How To Stop Getting Bad Translation Clients Once And For All

We’ve all heard the horror stories.

Many of us have been victims of the said horror stories.

The variety of bad client stories is endless:

❌The “Dear Vendors” that make you feel like another cog in the wheel,
❌The “best rate” requestors, strewed with unfulfilled promises of future work,
❌The clients who have their “bilingual” staff review & destroy your work,
❌The ones who need a 10,000-word annual report translated yesterday, at premium quality, for €0.02/word…

We could go on, but we won’t.

Because for every bad client out there, there are just as many good clients.

In this article, we’re going to tell you how to stop getting bad translation clients.

Change your market positioning

Bad positioning attracts bad clients.

Good positioning attracts good clients.

The formula may sound unrealistically simple. The concept is simple, but achieving it isn’t.

Positioning means establishing your brand (your reputation) as an expert. Ideally, as a go-to resource in your field. You’ve heard it before, we’re certain, but we’ll try to explain this more thoroughly.

This goes beyond pure marketing – your positioning is built by both your online (or word-of-mouth) presence and reputation, but also the experience that current and past clients have with you.

In the translation world, we may sound like a broken record by telling you to specialise, but it remains the #1 most important aspect of market positioning.

The first step to positioning is to choose a niche. Go deeper than just “business” – that isn’t a niche. That’s the overall umbrella that your niche falls under.

A niche within business could be:

  • Press releases that get published
  • Pitch decks that please investors
  • Employee handbooks that actually get read and respected by employees

Get really good at translating one thing. Then help people with that. Get feedback.

If you don’t like marketing, you need a strong network and word-of-mouth strategy. That means encouraging your clients to talk about you and your niche expertise (phenomenal work will do that for you).

If you do like marketing, you still need a strong network. But you can influence it more by publishing content around your niche and its translation issues.

Positioning yourself in the market as the go-to for a narrow niche will attract people who want specific results – and will invest for it.

Work with a reviser

As long as your translations are bad or mediocre, you’ll keep getting bad clients.

No marketing or positioning will be able to change that.

If you got a good client once, your bad translations will make them run away.

So to make sure you’re worth your salt, get a partner to help you.

There is no premium translator in the industry that will tell you not to work with a reviser.

Premium rates offer no room for awkward phrasing, factual errors, mistranslations or worse – putting the client at risk. High-priced translations are that way for a reason.

Find someone you trust and make a pact to yourself to always use a reviser in your translation work from now on.

Always do your best

Even when you have bad clients, always do your best.

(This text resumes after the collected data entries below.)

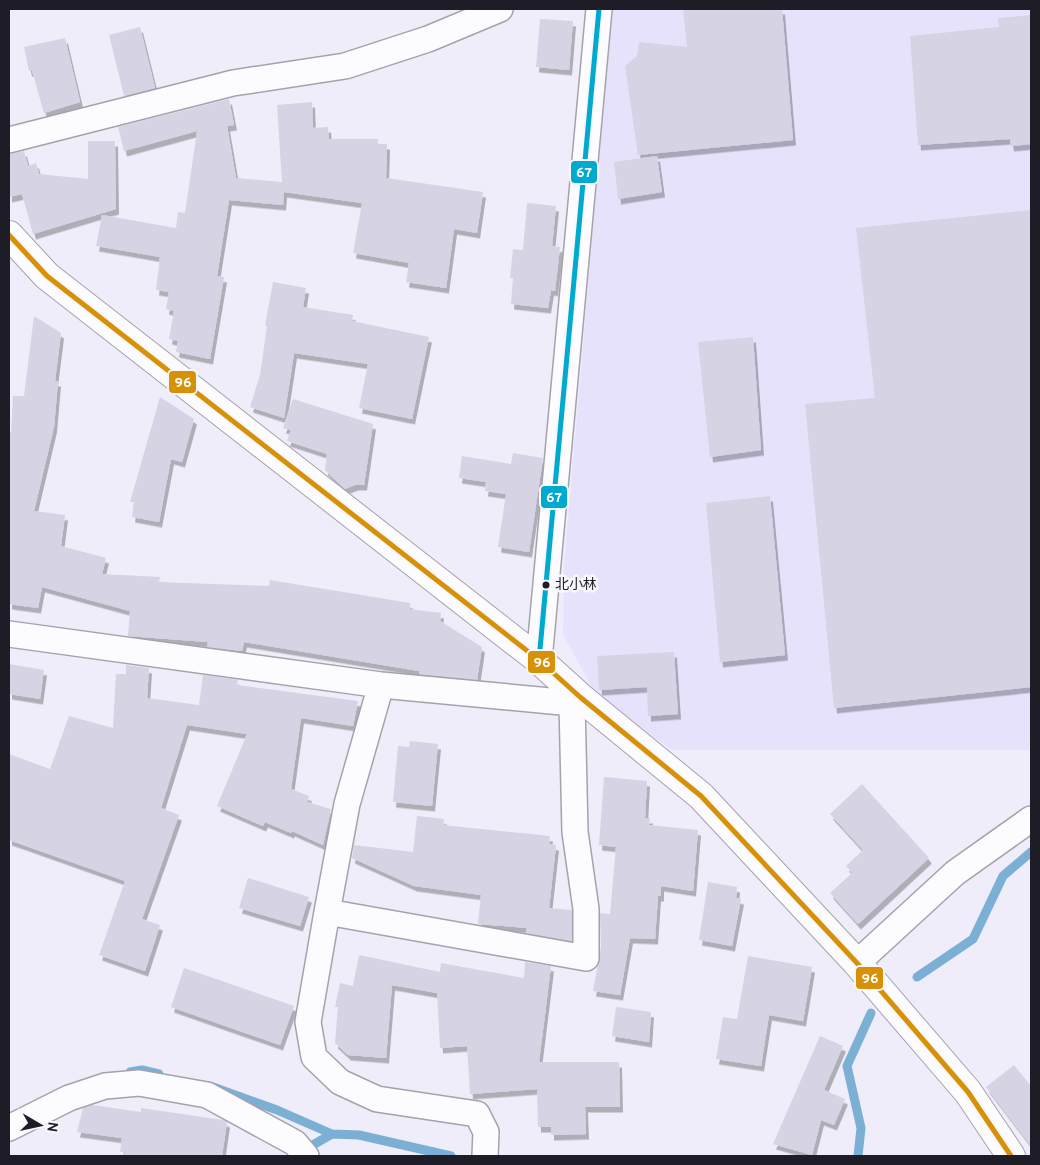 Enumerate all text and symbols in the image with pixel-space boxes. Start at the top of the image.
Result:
line badge: 67 [570,160,598,184]
text: 67 [576,165,592,182]
line badge: 96 [168,370,197,394]
text: 96 [174,375,192,392]
line badge: 67 [540,485,568,509]
text: 67 [546,490,562,507]
place label: 北小林 [555,576,597,594]
marker: 北小林 [541,580,551,590]
line badge: 96 [527,650,556,674]
text: 96 [533,655,551,672]
line badge: 96 [855,966,884,990]
text: 96 [861,971,879,988]
north arrow [15,1100,65,1150]
text: N [42,1120,61,1133] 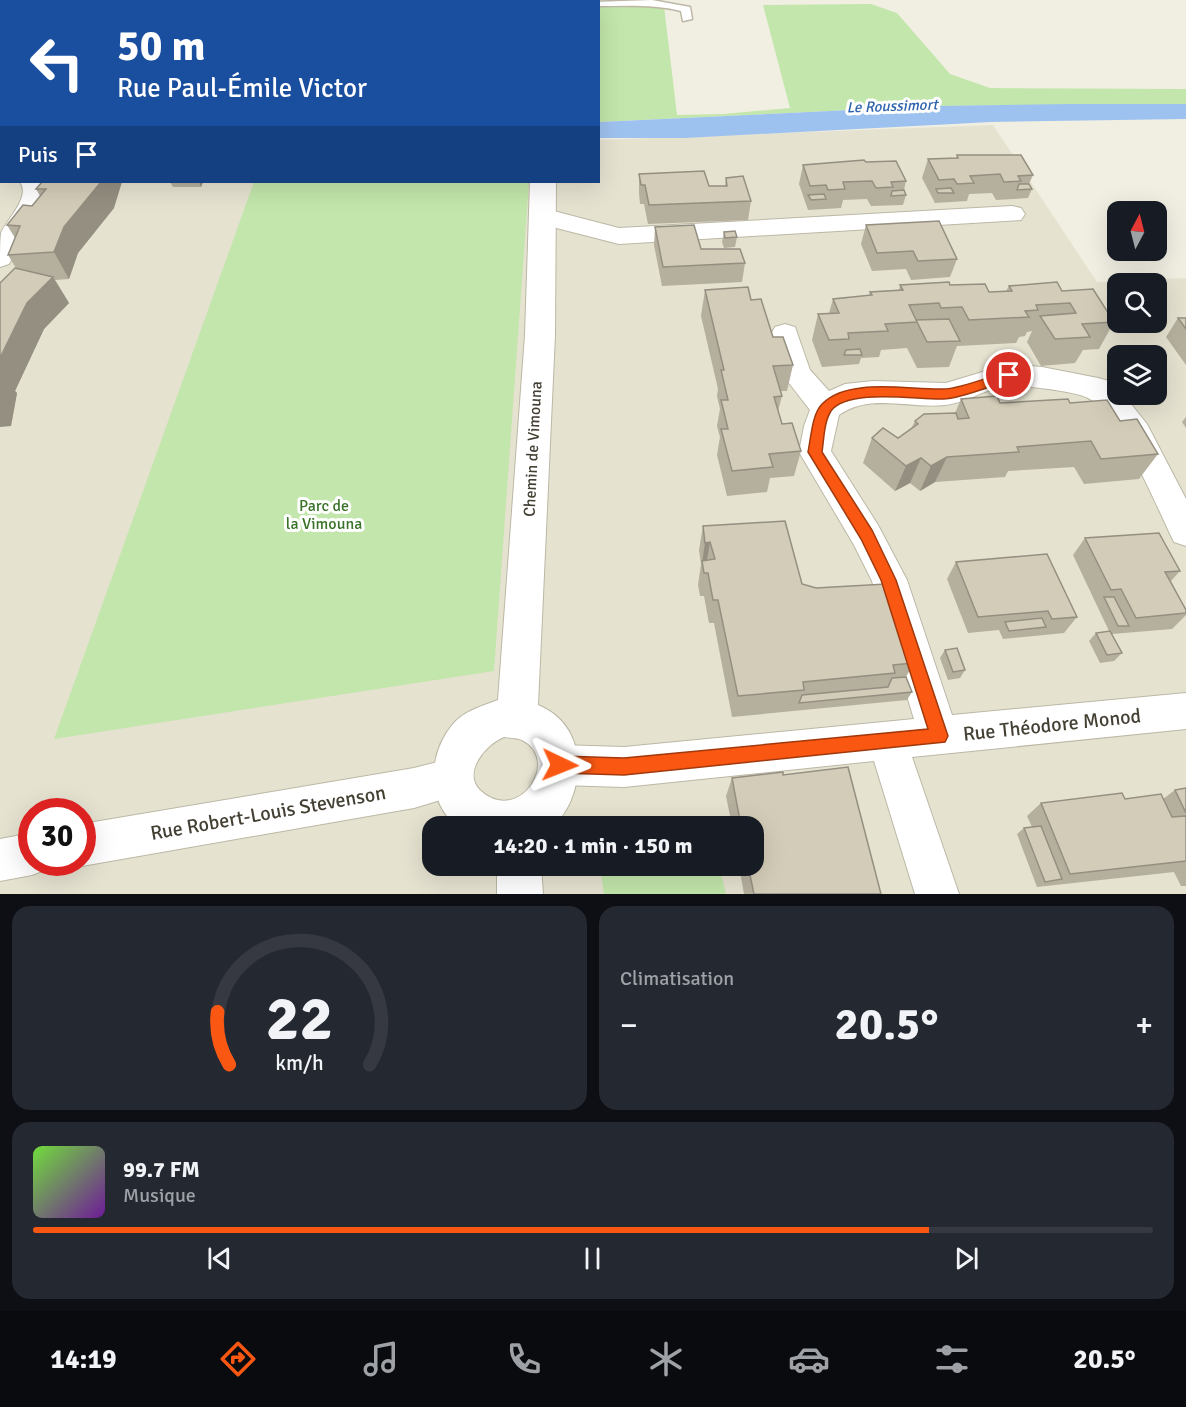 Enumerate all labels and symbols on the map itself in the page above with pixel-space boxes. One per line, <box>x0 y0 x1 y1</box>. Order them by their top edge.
water label: Le Roussimort <box>846 95 940 117</box>
north arrow <box>1107 201 1167 261</box>
pin <box>983 349 1034 400</box>
street label: Chemin de Vimouna <box>519 381 547 517</box>
park label: Parc de la Vimouna <box>286 496 362 534</box>
street label: Rue Théodore Monod <box>962 703 1142 747</box>
position arrow <box>528 733 592 797</box>
street label: Rue Robert-Louis Stevenson <box>148 780 388 846</box>
speed limit sign: 30 <box>18 798 96 876</box>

Think about it. Project managers don’t always stay at the same company.

Years later, they might move to another company that could become a direct client. Maybe they’ll start their own company. They’ll remember your excellent work and want you back.

Doing bad work when you feel the money isn’t worth it is a bad habit. One that’s hard to shake off. And it’ll be harder to do good work when you get good clients.

Every time you deliver anything, ask yourself the following questions:

  • Am I proud of this work?
  • Could this be improved in any way?
  • Does this truly provide the value and purpose it was meant to?
  • Did I do my very best?

As long as you are saying no to some of these questions, you will continue to attract bad clients.

Offer added value

As long as you offer a commodity, you will be treated like a commodity.

One way to ensure you’re giving value is to ask deeper questions.

Instead of just taking an English document and making it a French one, why not ask for the goals of doing so in the first place?

What will happen once this document is available in French? What can you do to make sure that goal is achieved?

This isn’t added value, it’s just general value that premium translators offer their clients.

Added value is going beyond the translation service.

For example, added value for marketing translations is understanding SEO – knowing how to research keywords and make sure they’re translated correctly.

Added value can also be having the qualifications to certify a translation or working with a reviser. You may know about conversion optimization and give recommendations on how to increase sales with your translation. Maybe you know how to use InDesign and save your clients a step in the translation process.

Think of ways you can help your clients get closer to their goals, and the bad clients will start to disappear.

What do you think of your clients today? Is there room for improvement?